DataCutter

Principle Investigators

Joel Saltz, M.D., Ph.D.
Alan Sussman, Ph.D.
Mike Beynon, Ph.D.
Tahsin Kurc, Ph.D.
Umit Catalyurek, Ph.D.

Software Distribution

Current version

Related Information

Publication List

Presentation Slides

User's Manual (pdf)

Class Reference (pdf)

Middleware for Filtering Large Archival Scientific Datasets in a Grid Environment

Increasingly powerful computers have made it possible for computational scientists and engineers to model physical phenomena in great detail. As a result, overwhelming amounts of data are being generated by scientific and engineering simulations. In addition, large amounts of data are being gathered by sensors of various sorts, attached to devices such as satellites and microscopes. The primary goal of generating data through large scale simulations or sensors is to better understand the causes and effects of physical phenomena. Thus, the exploration and analysis of large datasets plays an increasingly important role in many domains of scientific research. The continuing increase in the capabilities of high performance computers and sensor devices implies that datasets with sizes up to petabytes will be common in the near future. Such vast amounts of data require the use of archival storage systems distributed across a wide-area network. Simulation or sensor datasets generated or acquired by one group may need to be accessed over a wide-area network by other groups. Efficient storage, retrieval and processing of multiple large scientific datasets on remote archival storage systems is therefore one of the major challenges that needs to be addressed for efficient exploration and analysis of these datasets. Software support is needed to allow users to obtain needed subsets of very large, remotely stored datasets.

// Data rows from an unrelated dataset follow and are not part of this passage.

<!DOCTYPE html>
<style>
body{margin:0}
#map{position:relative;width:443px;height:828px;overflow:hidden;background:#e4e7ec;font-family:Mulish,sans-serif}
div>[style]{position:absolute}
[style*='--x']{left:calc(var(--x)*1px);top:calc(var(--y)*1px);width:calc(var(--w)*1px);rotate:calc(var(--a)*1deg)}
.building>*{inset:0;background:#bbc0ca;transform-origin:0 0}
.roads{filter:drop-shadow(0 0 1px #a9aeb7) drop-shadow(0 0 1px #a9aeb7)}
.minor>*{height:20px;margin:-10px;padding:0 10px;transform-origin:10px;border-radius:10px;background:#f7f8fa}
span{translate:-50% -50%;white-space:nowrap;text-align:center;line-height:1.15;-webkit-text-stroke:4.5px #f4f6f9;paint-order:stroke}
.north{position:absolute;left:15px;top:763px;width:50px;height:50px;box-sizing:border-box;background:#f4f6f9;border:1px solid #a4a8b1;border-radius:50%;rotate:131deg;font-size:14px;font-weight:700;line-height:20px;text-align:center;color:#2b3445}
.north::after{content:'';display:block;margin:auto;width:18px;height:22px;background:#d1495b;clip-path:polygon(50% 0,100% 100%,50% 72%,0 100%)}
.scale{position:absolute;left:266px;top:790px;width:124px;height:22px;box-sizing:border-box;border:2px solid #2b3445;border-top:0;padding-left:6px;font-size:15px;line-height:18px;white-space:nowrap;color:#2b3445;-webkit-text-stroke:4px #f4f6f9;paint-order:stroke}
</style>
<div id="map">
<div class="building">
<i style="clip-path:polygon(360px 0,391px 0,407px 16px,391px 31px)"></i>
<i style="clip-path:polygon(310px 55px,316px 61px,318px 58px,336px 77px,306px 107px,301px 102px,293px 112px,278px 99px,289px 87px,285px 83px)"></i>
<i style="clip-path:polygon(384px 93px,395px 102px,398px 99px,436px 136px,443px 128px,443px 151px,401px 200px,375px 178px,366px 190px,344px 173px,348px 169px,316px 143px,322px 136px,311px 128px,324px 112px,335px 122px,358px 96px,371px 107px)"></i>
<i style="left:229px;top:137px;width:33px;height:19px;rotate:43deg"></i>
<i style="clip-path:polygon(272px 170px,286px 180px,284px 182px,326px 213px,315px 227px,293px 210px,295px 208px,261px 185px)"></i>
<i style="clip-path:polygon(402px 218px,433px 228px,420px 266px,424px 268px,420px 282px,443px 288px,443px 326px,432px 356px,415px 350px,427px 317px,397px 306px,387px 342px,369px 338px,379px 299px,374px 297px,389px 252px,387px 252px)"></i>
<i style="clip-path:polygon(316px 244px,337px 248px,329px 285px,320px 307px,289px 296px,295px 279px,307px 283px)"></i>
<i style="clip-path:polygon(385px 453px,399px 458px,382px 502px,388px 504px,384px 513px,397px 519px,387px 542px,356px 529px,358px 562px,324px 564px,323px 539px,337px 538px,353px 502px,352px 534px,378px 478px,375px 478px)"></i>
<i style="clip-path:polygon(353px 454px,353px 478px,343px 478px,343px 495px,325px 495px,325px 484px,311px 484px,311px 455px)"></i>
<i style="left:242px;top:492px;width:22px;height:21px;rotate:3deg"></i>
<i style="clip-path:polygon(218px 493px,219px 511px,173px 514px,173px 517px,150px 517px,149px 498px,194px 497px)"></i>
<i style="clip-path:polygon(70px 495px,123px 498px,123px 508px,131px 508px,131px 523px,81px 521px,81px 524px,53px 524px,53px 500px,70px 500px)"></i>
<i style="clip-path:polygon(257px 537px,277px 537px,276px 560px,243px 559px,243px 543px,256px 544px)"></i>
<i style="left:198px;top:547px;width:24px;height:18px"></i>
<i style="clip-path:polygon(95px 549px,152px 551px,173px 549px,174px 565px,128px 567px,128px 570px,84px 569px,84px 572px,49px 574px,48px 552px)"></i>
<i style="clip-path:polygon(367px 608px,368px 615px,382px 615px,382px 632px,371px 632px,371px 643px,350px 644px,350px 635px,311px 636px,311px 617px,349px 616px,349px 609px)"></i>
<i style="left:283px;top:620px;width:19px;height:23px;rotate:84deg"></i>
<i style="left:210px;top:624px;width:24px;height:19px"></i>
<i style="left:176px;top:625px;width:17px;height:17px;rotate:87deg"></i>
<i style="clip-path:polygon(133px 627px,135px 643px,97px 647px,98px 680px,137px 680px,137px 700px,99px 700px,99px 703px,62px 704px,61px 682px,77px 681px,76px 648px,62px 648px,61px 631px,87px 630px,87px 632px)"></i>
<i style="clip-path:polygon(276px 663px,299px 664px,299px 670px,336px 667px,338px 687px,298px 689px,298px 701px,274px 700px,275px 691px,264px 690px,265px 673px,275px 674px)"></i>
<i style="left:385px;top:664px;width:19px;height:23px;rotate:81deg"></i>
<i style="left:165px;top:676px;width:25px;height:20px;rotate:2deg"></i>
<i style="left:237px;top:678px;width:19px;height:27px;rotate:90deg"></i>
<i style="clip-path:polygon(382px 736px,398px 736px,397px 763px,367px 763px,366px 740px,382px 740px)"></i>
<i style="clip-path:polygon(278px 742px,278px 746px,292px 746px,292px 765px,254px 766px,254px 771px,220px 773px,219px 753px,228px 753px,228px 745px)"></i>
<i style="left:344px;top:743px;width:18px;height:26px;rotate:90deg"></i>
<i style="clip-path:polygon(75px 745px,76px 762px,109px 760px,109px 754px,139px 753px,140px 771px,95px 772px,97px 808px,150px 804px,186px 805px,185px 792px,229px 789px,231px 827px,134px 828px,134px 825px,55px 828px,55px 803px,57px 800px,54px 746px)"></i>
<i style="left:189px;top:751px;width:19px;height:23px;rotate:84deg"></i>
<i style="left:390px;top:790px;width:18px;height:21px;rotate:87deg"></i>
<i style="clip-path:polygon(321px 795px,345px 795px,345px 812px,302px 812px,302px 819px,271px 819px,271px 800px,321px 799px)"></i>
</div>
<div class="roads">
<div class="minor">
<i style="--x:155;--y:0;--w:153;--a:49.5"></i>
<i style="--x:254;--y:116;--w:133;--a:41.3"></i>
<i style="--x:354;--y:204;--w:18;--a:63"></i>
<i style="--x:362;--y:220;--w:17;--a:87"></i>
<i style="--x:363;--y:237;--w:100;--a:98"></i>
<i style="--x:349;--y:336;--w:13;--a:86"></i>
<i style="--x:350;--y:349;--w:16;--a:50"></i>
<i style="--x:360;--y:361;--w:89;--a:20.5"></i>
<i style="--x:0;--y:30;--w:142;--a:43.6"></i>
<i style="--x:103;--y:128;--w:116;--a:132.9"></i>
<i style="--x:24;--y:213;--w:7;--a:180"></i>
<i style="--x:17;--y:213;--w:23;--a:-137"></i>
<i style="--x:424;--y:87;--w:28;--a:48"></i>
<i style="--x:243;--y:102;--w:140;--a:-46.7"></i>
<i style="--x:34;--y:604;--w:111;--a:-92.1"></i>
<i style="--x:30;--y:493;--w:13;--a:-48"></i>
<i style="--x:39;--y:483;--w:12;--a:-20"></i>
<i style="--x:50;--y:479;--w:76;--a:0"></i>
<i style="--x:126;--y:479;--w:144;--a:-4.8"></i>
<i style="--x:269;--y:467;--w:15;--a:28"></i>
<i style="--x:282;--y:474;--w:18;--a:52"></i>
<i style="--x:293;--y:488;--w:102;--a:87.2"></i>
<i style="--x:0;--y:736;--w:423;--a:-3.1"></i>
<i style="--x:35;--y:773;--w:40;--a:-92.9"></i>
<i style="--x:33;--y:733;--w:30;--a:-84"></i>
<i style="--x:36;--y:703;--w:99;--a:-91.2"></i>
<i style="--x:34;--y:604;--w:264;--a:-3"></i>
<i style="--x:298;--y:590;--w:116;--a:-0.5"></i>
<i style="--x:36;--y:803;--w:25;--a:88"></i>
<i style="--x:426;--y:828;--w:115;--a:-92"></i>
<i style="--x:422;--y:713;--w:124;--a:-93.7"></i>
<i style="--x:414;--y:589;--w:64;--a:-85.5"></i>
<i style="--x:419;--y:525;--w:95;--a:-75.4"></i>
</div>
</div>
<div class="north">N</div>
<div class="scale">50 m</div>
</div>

DataCutter is a middleware infrastructure that enables processing of scientific datasets stored in archival storage systems across a wide-area network. DataCutter provides support for subsetting of datasets through multi-dimensional range queries, and application specific aggregation on scientific datasets stored in an archival storage system.

DataCutter provides a core set of services, on top of which application developers can implement more application-specific services or combine with existing Grid services such as metadata management, resource management, and authentication services. The main design objective in DataCutter is to extend and apply features of the Active Data Repository (ADR), namely support for accessing subsets of datasets via range queries and user-defined filtering operations, for very large datasets in a shared distributed computing environment. In ADR, data processing is performed where the data is stored (i.e. at the data server). In a Grid environment, however, it may not always be feasible to perform data processing at the server, for several reasons. First, resources at a server (e.g., memory, disk space, processors) may be shared by many other competing users, thus it may not be efficient and cost-effective to perform all processing at the server. Second, datasets may be stored on distributed collections of storage systems, so that accessing data from a centralized server may be very expensive. Moreover, distributed collections of shared computational and storage systems can provide a more powerful and cost-effective environment than a centralized server, if they can be used effectively. Therefore, to make efficient use of distributed shared resources within the DataCutter framework, the application processing structure is decomposed into a set of processes, called filters. DataCutter uses these distributed processes to carry out a rich set of queries and application specific data transformations. Filters can execute anywhere (e.g., on computational farms), but are intended to run on a machine close (in terms of network connectivity) to the archival storage server or within a proxy server.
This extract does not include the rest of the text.